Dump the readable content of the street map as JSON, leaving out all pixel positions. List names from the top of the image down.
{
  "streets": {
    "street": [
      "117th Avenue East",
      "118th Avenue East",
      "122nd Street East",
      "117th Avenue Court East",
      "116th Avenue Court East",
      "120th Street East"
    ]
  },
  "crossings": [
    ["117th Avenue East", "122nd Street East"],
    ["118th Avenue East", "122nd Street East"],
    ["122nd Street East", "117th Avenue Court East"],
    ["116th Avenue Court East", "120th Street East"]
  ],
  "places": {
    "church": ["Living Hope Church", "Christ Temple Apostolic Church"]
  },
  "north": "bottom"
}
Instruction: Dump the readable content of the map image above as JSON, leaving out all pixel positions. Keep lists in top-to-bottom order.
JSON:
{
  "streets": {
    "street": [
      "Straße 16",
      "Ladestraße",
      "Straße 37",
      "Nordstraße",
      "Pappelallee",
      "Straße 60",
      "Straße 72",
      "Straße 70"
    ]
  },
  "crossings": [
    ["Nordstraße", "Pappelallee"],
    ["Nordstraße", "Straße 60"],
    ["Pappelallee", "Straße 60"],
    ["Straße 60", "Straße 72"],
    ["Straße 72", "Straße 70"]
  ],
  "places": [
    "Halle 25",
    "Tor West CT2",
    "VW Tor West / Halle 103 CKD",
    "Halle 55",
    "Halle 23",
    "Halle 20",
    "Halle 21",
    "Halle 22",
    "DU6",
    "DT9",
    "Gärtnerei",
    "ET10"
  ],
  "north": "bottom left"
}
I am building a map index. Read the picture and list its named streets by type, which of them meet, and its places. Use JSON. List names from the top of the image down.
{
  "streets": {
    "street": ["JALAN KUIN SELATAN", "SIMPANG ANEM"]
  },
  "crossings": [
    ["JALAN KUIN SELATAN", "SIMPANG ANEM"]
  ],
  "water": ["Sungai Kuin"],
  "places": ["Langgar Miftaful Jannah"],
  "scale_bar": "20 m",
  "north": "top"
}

------------------------------------------------------------

Write the data above out again in full, exactly.

Dump the readable content of the street map as JSON, leaving out all pixel positions. List names from the top of the image down.
{
  "streets": {
    "street": [
      "117th Avenue East",
      "118th Avenue East",
      "122nd Street East",
      "117th Avenue Court East",
      "116th Avenue Court East",
      "120th Street East"
    ]
  },
  "crossings": [
    ["117th Avenue East", "122nd Street East"],
    ["118th Avenue East", "122nd Street East"],
    ["122nd Street East", "117th Avenue Court East"],
    ["116th Avenue Court East", "120th Street East"]
  ],
  "places": {
    "church": ["Living Hope Church", "Christ Temple Apostolic Church"]
  },
  "north": "bottom"
}
Instruction: Dump the readable content of the map image above as JSON, leaving out all pixel positions. Keep lists in top-to-bottom order.
JSON:
{
  "streets": {
    "street": [
      "Straße 16",
      "Ladestraße",
      "Straße 37",
      "Nordstraße",
      "Pappelallee",
      "Straße 60",
      "Straße 72",
      "Straße 70"
    ]
  },
  "crossings": [
    ["Nordstraße", "Pappelallee"],
    ["Nordstraße", "Straße 60"],
    ["Pappelallee", "Straße 60"],
    ["Straße 60", "Straße 72"],
    ["Straße 72", "Straße 70"]
  ],
  "places": [
    "Halle 25",
    "Tor West CT2",
    "VW Tor West / Halle 103 CKD",
    "Halle 55",
    "Halle 23",
    "Halle 20",
    "Halle 21",
    "Halle 22",
    "DU6",
    "DT9",
    "Gärtnerei",
    "ET10"
  ],
  "north": "bottom left"
}
I am building a map index. Read the picture and list its named streets by type, which of them meet, and its places. Use JSON. List names from the top of the image down.
{
  "streets": {
    "street": ["JALAN KUIN SELATAN", "SIMPANG ANEM"]
  },
  "crossings": [
    ["JALAN KUIN SELATAN", "SIMPANG ANEM"]
  ],
  "water": ["Sungai Kuin"],
  "places": ["Langgar Miftaful Jannah"],
  "scale_bar": "20 m",
  "north": "top"
}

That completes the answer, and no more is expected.